A quick twist of his jaws, and his neck was broken.

The delta, all too glad to be free of the load, deposited its bent body at the bottom, tufts of fur and blood caught on his coat.

Menhyt’s troops came next, and in an attack flawlessly coordinated by her and Tyr, their warriors together formed a half circle, crowding the opposing battalion and cutting them off from any hope of retreat.

They snarled and growled, and on Typhon’s command, both delta fronts descended upon their prey.

Apollo took to higher ground again, and from this vantage, he sought the alpha of their pack. Row after row revealed wolves of the same size and shape, but not one stood out.

Odd, my wolf remarked, hunting for his quarry.

Preoccupied with the search, I was knocked sideways by a quake in the bond. It rocked my limbs, propelling my wolf down the hill on which he stood. Arax’s terror had reached its zenith, and we were out of time.

“Ty!” I shouted through to him.

He left his kill and was by my side at once, his snout covered with fresh blood. “Wha—”

“Cover me.”

I couldn’t spare the seconds to explain.

I went still, opening my mind and emptying it of its thoughts.

My surroundings changed, and fog rolled in.

The tunnel I entered was dark, its walls heavy, bottlenecking the deeper I dove.

The connection was hindered. I was met with resistance, not mental but physical.

I forced my way in, commanding Cyrus on the other end.

I could hear my mate screaming his name, pleading with him to fight and begging someone or something to let him go. He couldn’t, not with me in his mind.

“Luna, shot. Pen, safe. bunker. Arax—”

Broken and distorted, his phrases were incoherent, most of their words lost to the static that claimed them.

“Arax, where is she! What is happening? Are you all right?”

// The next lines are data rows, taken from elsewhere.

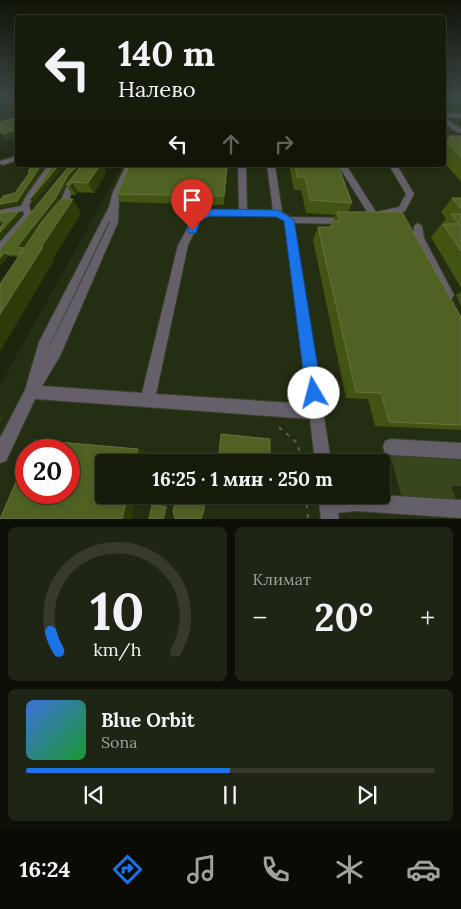 <!DOCTYPE html>
<html lang="ru">
<meta charset="utf-8">
<style>
body{margin:0;font-family:Lora,serif;background:#1f2514;color:#f1f3f6;height:100vh;display:flex;flex-direction:column;font-size:19px;white-space:nowrap}
*{box-sizing:border-box;margin:0}
p{font-size:16px;color:#9ea19d}
.icon{flex:none;width:28px;height:28px;fill:none;stroke:currentColor;stroke-width:2;stroke-linecap:round;stroke-linejoin:round}
.map{position:relative;height:519px;overflow:hidden}
.side{display:flex;flex-direction:column;gap:8px;padding:8px;background:#0c0f06;flex:1}
.side>*{flex:none}
.guide{position:absolute;left:15px;top:15px;width:431px;height:152px;border-radius:5px;box-shadow:0 2px 8px #0003,0 0 0 1px #353a2c;background:#161c0b;color:#f1f3f6;overflow:hidden}
.speed{position:absolute;left:15px;top:439px;display:flex;gap:10px;font-size:25px;font-weight:700;text-align:center}
.speed>*{display:grid;place-content:center;width:65px;height:65px;border-radius:50%;background:#161c0b;box-shadow:0 2px 8px #0003,0 0 0 1px #353a2c;line-height:1}
.speed .limit{border:8px solid #d22;background:#fff;color:#111}
.pin{position:absolute;display:grid;place-items:center;width:42px;height:42px;color:#fff;margin:-51px -21px;border-radius:50% 50% 50% 0;rotate:-45deg;box-shadow:0 0 5px #0007}
.pin .icon{rotate:45deg}
.me{position:absolute;width:55px;margin:-28px;rotate:352deg;stroke-linejoin:round;filter:drop-shadow(0 0 4px #0008)}
.turn{display:flex;align-items:center;gap:18px;height:105px;padding:0 20px;font-size:22px}
.turn .icon{width:65px;height:65px;stroke-width:2.5}
.turn b{display:block;font-size:35px;line-height:42px}
.lanes{display:flex;align-items:center;height:48px;padding:0 20px;background:#0003;justify-content:center;gap:25px;direction:ltr}
.lanes .off{opacity:.35}
.big{font-size:38px;font-weight:800;line-height:1.1}
.side .card{flex:1;display:flex;flex-direction:column;justify-content:center;gap:8px;min-width:0;padding:0 18px;border-radius:8px;background:#1f2514}
.side .dial{align-items:center;gap:0}
.dial svg{height:130px;overflow:visible;fill:none;stroke:#353a2c;stroke-width:7;stroke-linecap:round;text-anchor:middle}
.dial text{fill:#f1f3f6;stroke:none}
.song{display:flex;align-items:center;gap:15px}
.cover{width:60px;height:60px;border-radius:8px;background:linear-gradient(135deg,hsl(220 70% 55%),hsl(130 70% 35%))}
.played{height:5px;border-radius:2px;background:linear-gradient(90deg,#1a73e8 50%,#353a2c 50%)}
.keys{display:flex;justify-content:space-around;direction:ltr}
.heat{display:flex;justify-content:space-between;align-items:center;font-size:28px;direction:ltr}
.side .tiles{flex:1;display:grid;gap:8px;grid-template-columns:1fr 1fr}
.card:last-child{grid-column:span 2}
.trip{position:absolute;left:95px;top:454px;width:295px;height:50px;border-radius:5px;background:#161c0b;box-shadow:0 2px 8px #0003,0 0 0 1px #353a2c;font-weight:800;line-height:50px;text-align:center}
.dock{display:flex;height:80px;justify-content:space-around;align-items:center;background:#090b04;color:#9ea19d}
.dock .icon{width:35px;height:35px}
.dock .current{color:#1a73e8}
.dock b{font-size:22px;color:#f1f3f6}
.map>svg:first-child{display:block}
.built{fill:#242e12;fill-rule:evenodd}
.green{fill:#38461d}
.lines{fill:none;stroke-linecap:round;stroke-linejoin:round}
.minor-casing{stroke:#39412c;stroke-width:2}
.path{stroke:#5a614e;stroke-width:2;stroke-dasharray:4 5.5;stroke-linecap:butt}
.minor{fill:#655f69;fill-rule:evenodd}
.wall{fill:#415411;fill-rule:evenodd}
.shaded-wall{fill:#2c3b08}
.building{fill:#506124;stroke:#64733e}
.route{fill:#1a73e8;stroke:#114b97}
</style>
<div class="map">
<svg width="461" height="519" viewBox="0 0 461 519">
<rect width="100%" height="100%" fill="#1d250f"/>
<!-- built -->
<path class="built" d="M444,97H461V519H0V385L123,165H444ZM26,450H69V492H26ZM104,462H381V495H104Z
M17,153L18,165H80L0,266V228L3,224H0V158Z"/>
<!-- green -->
<path class="green" d="M390,455L461,459V486H451L456,500L402,497Z"/>
<g class="lines">
<!-- minor casing -->
<g class="minor-casing">
<path id="minor" d="M444,113L461,114V118L444,117Z
M444,117L461,129V133L453,130L444,122Z
M18,156V160L3,165L0,164V161Z
M48,165H56L29,205L32,215L3,252L0,253V242L24,215L23,211L0,216V210L21,206L26,196Z
M85,165H94L80,177L74,185L65,212H59L58,210C64,191 69,177 85,165Z
M126,165H134L119,199L118,222L60,356L42,386L142,393L178,245C184,236 188,226 193,217L208,210H239L238,165H246L247,210H273L267,165H275L282,212L291,217L346,218L350,221L346,224L294,223L331,462H315L310,419L35,399L6,461L0,463V438L25,390L39,342L109,207L113,192ZM209,216H276L285,221L308,404L156,394L188,245L200,221ZM109,221L110,222L48,350L49,347Z
M338,165H346L376,212L399,207L406,194L389,165H397L414,194L405,211L374,219L371,218Z
M418,223L422,226L424,238L454,295L452,298L448,300L444,298L414,238V226Z
M391,439L461,443V459L391,455L385,453L383,447L385,441Z
M318,495H381L461,500V518L356,511L338,513L339,519H321Z"/>
</g>
<!-- path -->
<path class="path" d="M279,427L297,443L303,462
M306,495L308,519"/>
<!-- minor -->
<use href="#minor" class="minor"/>
</g>
<!-- wall -->
<path class="wall" d="M444,97H461V104L444,100Z
M449,136H461V182L444,162V139H447Z
M70,165H104L106,172L94,193L78,192L76,195H72L66,185L58,201L81,213L53,258L54,260L8,256L0,266V250ZM78,170L68,183L70,178ZM37,229L25,248L23,247Z
M228,165L224,205L121,202L117,194Z
M289,165H338L352,203L348,212L461,317V430L375,426L368,399L346,398L313,240L318,227H329L331,221H333L335,215L306,213L301,190H294Z
M452,198H461V288L431,237L446,219L441,212Z
M0,213L22,214L3,223H0Z
M461,292V307L456,295Z
M155,504L168,506L165,519L152,505Z"/>
<!-- shaded-wall -->
<path class="shaded-wall" d="M18,129V137L6,140L2,134Z
M41,165H46L20,204L0,208V204L17,201Z
M59,165H65L33,203L30,199Z
M78,165H83L70,178L58,203L20,251L17,247L68,175Z
M100,165H104L106,172L94,193L88,183Z
M227,165H228L224,205V196Z
M72,182L78,192L76,195L70,185Z
M73,199L81,213L53,258L54,260L0,352V314L41,247Z
M19,211L22,214L0,239V232Z
M4,253L8,256L0,266V258Z
M0,417H3L0,423Z
M138,449L147,451L144,462H135Z
M128,495H137L132,519H122Z
M200,495H203L205,500L206,508L201,519Z
M168,506L165,519H163L166,507Z"/>
<!-- building -->
<path class="building" d="M18,117V129L2,134L0,130V122Z
M449,136H461V157L444,139H452Z
M32,165H41L17,201L0,204V200L3,196L15,193L30,172H28Z
M53,165H59L30,199Z
M70,165H78L68,175L55,199L17,247L24,248L20,254L4,253L0,258V250Z
M82,165H100L88,183L72,182L70,185H66Z
M130,165H227L224,196L117,194Z
M295,165H338L352,203L310,200L305,177H297Z
M452,198H461V209Z
M61,199H73L41,247H43L0,314V284L41,223Z
M19,211L0,232V227L6,220H0V213Z
M337,212H402L461,317V425L389,422L381,393L356,392L318,227H333L331,221H340Z
M451,214H461V251L443,224H459Z
M221,434L270,439V462H218Z
M35,440L138,449L135,462H104V495H128L122,519H0L26,459V492H69V450H30Z
M180,495H200L204,502V510L201,519H175L173,511L176,499Z
M152,505L166,507L163,519H149Z"/>
<!-- sky -->
<linearGradient id="sky" x2="0" y2="1"><stop stop-color="#101408"/><stop offset="0.57" stop-color="#3a4642"/><stop offset="1" stop-color="#3a4642" stop-opacity="0"/></linearGradient>
<rect width="461" height="170" fill="url(#sky)"/>
<!-- route -->
<path class="route" d="M208,209L278,210L294,220L322,393L319,399L314,401L308,399L306,393L284,221L276,217L210,216L200,221L196,233H189L187,230L192,217Z"/>
</svg>
<div class="speed"><div class="limit">20</div></div>
<div class="pin" style="left:192px;top:230px;background:#d93025"><svg class="icon" aria-label="arrive" viewBox="0 0 24 24"><path d="M6 21V4h12l-3 4 3 4H6"/></svg></div>
<svg class="me" style="left:314px;top:393px" viewBox="-20 -20 40 40"><circle r="19" fill="#fff"/><path d="M0-13L10 11 0 6-10 11z" fill="#1a73e8"/></svg>
<div class="trip">16:25 · 1 мин · 250 m</div>
<div class="guide">
<div class="turn"><svg class="icon" aria-label="left" viewBox="0 0 24 24"><path d="M17 20v-9H6M10 6l-5 5 5 5"/></svg><div><b>140 m</b>Налево</div></div>
<div class="lanes"><svg class="icon" aria-label="left" viewBox="0 0 24 24"><path d="M17 20v-9H6M10 6l-5 5 5 5"/></svg><svg class="icon off" aria-label="ahead" viewBox="0 0 24 24"><path d="M12 20V5M6 11l6-6 6 6"/></svg><svg class="icon off" aria-label="right" viewBox="0 0 24 24"><path d="M7 20v-9h11M14 6l5 5-5 5"/></svg></div>
</div>
</div>
<section class="side">
<div class="tiles">
<div class="card dial"><svg viewBox="0 0 100 80">
<path d="M14 69A42 42 0 1 1 86 69"/>
<path d="M14 69A42 42 0 0 1 9 57" stroke="#1a73e8"/>
<text x="50" y="56" font-size="32" font-weight="700">10</text>
<text x="50" y="72" font-size="11">km/h</text>
</svg></div>
<div class="card"><p>Климат</p>
<div class="heat"><a>−</a><b class="big">20°</b><a>+</a></div>
</div>
<div class="card">
<div class="song"><i class="cover"></i><div><b>Blue Orbit</b><p>Sona</p></div></div>
<div class="played"></div>
<div class="keys"><svg class="icon" aria-label="previous" viewBox="0 0 24 24"><path d="M18 5L8 12l10 7zM5 5v14"/></svg><svg class="icon" aria-label="pause" viewBox="0 0 24 24"><path d="M8 5v14M16 5v14"/></svg><svg class="icon" aria-label="next" viewBox="0 0 24 24"><path d="M6 5l10 7-10 7zM19 5v14"/></svg></div>
</div>
</div>
</section>
<nav class="dock">
<b>16:24</b>
<svg class="icon current" aria-label="directions" viewBox="0 0 24 24"><path d="M12 3l9 9-9 9-9-9zM9 14v-3h6M13 9l2 2-2 2"/></svg>
<svg class="icon" aria-label="music" viewBox="0 0 24 24"><path d="M9 18V5l10-2v13"/><circle cx="6" cy="18" r="3"/><circle cx="16" cy="16" r="3"/></svg>
<svg class="icon" aria-label="phone" viewBox="0 0 24 24"><path d="M5 4h4l2 5-3 2q2 4 5 5l2-3 5 2v4C11 20 4 13 5 4z"/></svg>
<svg class="icon" aria-label="climate" viewBox="0 0 24 24"><path d="M12 3v18M4 7l16 10M4 17L20 7"/></svg>
<svg class="icon" aria-label="car" viewBox="0 0 24 24"><path d="M5 17H2v-5l4-1 3-4h7l3 4 3 1v5h-3M9 17h6M6 11h13"/><circle cx="7" cy="17" r="2"/><circle cx="17" cy="17" r="2"/></svg>
</nav>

The dial on the frequency spun, the connection frazzled, and the tunnel lengthened, stretched thin. Cyrus’s voice crackled, coming from farther away. I ran toward it, and straining, I heard the last of the words traveling to me.

“She’s in trouble.”

The tunnel to his mind closed, sealed shut by whatever they had used to take Cyrus down.

The link went dead and spit me back out.

Apollo emerged, galloping toward the epicenter of the fray and throwing himself on top of the wolves keeping us from our mate.

“Break their line, break their fucking line!” I roared in the heads of over two hundred wolves—and then, only to Drake, “Gamma.” I exhaled heavily. “They have her.”